San Gimignano
"At dusk, when the day-trippers leave, this town becomes something else entirely."
Towers That Outlasted Their Purpose
In medieval San Gimignano, towers were status symbols — wealthy families built them taller than their rivals’ to signal power and wealth, and at the city’s height there were seventy-two of them crowding the skyline. Most were demolished over the centuries as fashions changed and the stone was reused. Fourteen survived, and they’ve been generating income for the town ever since in a different currency: tourism.
The problem with San Gimignano is that everyone knows about it. Buses arrive from Florence and Siena by 9 AM and the narrow main street — via San Giovanni, lined with wine shops and gelaterie — fills to a pressure that makes the medieval walls seem suddenly inadequate. I made the mistake of arriving at noon on a Wednesday in July and spent twenty minutes pressed against the doorway of a ceramics shop watching a tour group photographer try to frame a shot without capturing 200 other tourists.
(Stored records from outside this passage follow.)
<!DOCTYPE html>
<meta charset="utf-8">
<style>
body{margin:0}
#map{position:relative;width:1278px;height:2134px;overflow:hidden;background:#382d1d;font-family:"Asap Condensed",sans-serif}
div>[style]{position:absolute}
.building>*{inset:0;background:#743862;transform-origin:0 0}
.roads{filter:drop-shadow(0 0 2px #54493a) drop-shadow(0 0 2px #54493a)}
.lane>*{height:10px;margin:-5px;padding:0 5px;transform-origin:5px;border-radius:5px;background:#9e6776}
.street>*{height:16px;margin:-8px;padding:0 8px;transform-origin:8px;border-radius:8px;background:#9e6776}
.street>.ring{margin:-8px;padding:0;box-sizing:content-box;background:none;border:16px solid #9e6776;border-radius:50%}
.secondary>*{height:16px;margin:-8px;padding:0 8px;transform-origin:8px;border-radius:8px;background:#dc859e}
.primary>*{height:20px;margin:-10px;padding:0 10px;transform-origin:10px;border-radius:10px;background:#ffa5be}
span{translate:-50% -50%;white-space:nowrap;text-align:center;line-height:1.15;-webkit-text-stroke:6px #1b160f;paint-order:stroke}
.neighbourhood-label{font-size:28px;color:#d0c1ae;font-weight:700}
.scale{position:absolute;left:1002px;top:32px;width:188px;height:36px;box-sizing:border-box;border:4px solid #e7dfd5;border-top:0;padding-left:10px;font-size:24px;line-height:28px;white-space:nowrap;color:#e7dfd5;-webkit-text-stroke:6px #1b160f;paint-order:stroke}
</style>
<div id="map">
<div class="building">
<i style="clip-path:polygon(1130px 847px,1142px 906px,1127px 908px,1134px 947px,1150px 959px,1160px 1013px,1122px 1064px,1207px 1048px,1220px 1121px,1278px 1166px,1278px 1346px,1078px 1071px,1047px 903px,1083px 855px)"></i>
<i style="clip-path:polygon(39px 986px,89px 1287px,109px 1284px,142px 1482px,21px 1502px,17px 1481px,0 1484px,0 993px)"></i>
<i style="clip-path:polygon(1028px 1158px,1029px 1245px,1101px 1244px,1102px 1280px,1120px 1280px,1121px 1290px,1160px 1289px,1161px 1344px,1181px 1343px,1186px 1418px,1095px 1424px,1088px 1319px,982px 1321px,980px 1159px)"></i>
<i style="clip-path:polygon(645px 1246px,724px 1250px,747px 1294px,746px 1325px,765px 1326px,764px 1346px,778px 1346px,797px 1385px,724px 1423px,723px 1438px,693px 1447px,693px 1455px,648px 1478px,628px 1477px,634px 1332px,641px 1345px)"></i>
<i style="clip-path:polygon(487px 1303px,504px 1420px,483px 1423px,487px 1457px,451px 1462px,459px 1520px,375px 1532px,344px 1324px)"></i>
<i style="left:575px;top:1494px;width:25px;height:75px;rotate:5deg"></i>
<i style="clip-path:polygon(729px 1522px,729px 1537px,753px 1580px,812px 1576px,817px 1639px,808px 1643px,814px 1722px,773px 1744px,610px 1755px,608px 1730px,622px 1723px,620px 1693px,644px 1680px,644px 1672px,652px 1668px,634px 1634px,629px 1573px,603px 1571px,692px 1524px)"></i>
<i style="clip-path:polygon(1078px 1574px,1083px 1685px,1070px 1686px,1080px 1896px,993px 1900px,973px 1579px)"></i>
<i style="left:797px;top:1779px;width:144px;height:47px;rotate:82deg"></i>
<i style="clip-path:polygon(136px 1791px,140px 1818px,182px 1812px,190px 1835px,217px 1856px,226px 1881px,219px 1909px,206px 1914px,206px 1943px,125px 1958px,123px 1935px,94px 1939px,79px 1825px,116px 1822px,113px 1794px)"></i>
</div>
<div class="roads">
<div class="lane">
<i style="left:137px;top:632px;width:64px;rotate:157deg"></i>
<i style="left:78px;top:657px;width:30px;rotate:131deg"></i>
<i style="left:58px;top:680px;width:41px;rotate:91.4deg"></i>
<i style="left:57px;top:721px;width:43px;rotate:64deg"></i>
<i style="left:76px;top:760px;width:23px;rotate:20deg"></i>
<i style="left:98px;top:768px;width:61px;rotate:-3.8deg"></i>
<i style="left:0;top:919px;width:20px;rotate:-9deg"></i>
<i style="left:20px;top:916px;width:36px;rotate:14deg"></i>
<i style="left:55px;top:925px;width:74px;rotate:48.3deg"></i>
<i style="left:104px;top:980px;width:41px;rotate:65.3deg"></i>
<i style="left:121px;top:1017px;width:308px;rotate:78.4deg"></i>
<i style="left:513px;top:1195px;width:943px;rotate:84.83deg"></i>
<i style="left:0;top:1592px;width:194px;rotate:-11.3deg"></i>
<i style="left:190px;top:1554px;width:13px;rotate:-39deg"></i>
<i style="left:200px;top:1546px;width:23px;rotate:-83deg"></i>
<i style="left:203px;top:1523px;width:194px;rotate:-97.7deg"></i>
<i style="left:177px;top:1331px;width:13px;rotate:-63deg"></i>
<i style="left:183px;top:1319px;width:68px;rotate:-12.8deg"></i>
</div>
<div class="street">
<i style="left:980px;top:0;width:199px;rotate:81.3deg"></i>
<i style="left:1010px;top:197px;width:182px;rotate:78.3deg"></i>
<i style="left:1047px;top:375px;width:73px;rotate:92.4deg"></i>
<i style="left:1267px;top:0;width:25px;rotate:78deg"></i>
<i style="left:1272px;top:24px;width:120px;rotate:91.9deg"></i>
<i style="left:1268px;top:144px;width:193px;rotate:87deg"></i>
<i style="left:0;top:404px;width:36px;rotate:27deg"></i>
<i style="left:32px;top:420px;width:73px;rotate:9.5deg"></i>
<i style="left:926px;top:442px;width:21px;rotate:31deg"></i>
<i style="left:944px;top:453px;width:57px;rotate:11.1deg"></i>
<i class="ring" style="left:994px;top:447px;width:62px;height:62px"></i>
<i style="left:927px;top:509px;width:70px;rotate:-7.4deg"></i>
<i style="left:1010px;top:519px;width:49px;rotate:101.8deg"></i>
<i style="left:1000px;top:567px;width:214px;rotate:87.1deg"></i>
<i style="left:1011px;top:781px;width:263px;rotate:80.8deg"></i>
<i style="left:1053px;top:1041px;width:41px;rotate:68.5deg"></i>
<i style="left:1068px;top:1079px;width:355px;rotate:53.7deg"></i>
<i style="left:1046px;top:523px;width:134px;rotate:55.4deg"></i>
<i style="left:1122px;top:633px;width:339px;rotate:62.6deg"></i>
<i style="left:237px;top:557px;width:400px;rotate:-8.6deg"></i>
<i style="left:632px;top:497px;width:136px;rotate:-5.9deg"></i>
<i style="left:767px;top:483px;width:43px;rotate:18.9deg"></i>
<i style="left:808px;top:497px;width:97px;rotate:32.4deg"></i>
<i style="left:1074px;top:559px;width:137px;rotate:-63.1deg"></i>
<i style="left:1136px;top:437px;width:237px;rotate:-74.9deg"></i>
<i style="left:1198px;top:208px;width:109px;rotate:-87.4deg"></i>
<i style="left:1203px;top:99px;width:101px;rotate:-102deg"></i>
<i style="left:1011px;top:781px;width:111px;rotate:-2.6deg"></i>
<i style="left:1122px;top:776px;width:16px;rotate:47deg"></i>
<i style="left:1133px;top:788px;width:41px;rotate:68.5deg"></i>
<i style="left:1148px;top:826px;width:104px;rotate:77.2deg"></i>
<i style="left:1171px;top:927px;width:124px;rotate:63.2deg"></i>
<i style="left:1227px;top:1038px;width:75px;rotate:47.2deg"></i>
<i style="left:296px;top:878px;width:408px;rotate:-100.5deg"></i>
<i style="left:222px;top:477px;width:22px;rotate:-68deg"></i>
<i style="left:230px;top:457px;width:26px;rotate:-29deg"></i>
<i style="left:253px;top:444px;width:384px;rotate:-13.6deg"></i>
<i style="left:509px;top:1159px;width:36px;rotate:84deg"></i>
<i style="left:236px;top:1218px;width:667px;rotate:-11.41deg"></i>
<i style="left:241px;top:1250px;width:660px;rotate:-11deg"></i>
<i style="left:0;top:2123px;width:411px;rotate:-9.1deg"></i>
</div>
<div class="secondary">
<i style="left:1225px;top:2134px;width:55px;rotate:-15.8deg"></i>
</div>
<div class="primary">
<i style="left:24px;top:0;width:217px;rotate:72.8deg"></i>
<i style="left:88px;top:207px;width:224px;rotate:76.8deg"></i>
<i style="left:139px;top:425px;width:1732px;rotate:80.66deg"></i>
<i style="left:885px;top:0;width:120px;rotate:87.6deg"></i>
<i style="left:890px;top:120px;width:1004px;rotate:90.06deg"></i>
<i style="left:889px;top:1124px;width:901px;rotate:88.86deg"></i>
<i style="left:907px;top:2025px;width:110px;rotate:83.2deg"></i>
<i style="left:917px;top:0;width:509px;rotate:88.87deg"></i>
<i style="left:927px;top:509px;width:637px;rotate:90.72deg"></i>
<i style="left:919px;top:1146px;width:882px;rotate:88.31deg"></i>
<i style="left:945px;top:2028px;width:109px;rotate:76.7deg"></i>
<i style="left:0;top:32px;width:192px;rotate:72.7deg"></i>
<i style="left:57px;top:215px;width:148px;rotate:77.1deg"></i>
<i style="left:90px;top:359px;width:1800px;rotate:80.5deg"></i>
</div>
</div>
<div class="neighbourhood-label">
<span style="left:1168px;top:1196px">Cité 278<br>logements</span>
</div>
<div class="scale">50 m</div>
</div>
The solution is simple: stay the night.
After Five O’Clock
By 5:30 PM the last buses leave and something happens to the town. The light goes long and orange, the alleys empty, and you can hear your own footsteps on the stone. The towers cast actual shadows. The cats reappear on the walls. Lia and I walked up to the Rocca — the old fortress at the top, now a park — and sat on the wall watching the Val d’Elsa spread out below us in the last hour of sun, the vineyards going amber-green, a haze sitting over the valley that made everything look slightly soft at the edges.
We ate at a restaurant in the main piazza that had been aggressively mediocre at lunch and turned out to serve genuinely good ribollita once the tourist heat died down. Whether the food actually changed or whether I was just more capable of tasting it without someone’s luggage against my shin, I can’t say.
The Wine That Belongs Here
Vernaccia di San Gimignano is the white wine of this part of Tuscany — straw-colored, dry, with a slight bitter finish that works well with the salted, porky food of the region. It was the first Italian wine to receive DOC status, in 1966, which the locals mention with the calm pride of people who have been right about something for a very long time. I drank it from a small producer whose tasting room occupied a vaulted cellar below street level, the bottles cool to the touch even in July heat.
The Vernaccia is better here than anywhere I’ve had it outside the region. This is either terroir or confirmation bias. Possibly both.
The Collegiate Church Interior
Most visitors walk through the Collegiata — the main church — without slowing down much, because the towers are the draw. This is a mistake. The interior has two cycles of frescoes that run along the nave walls: Old Testament scenes on the left, New Testament on the right, painted in the fourteenth century by artists of the Sienese school. The Last Judgment on the rear wall includes a depiction of hell that’s specific and inventive in ways that suggest the painter had thought carefully about what forms punishment might take.
I spent forty minutes in there and came out blinking into the brightness, which felt appropriately timed.
When to go: Arrive in late afternoon any time from April to October and stay overnight — this is non-negotiable for actually experiencing the place. Shoulder season (April-May, September-October) has the best weather and the most manageable daytime crowds. November through February is nearly empty, somewhat melancholy, and very beautiful.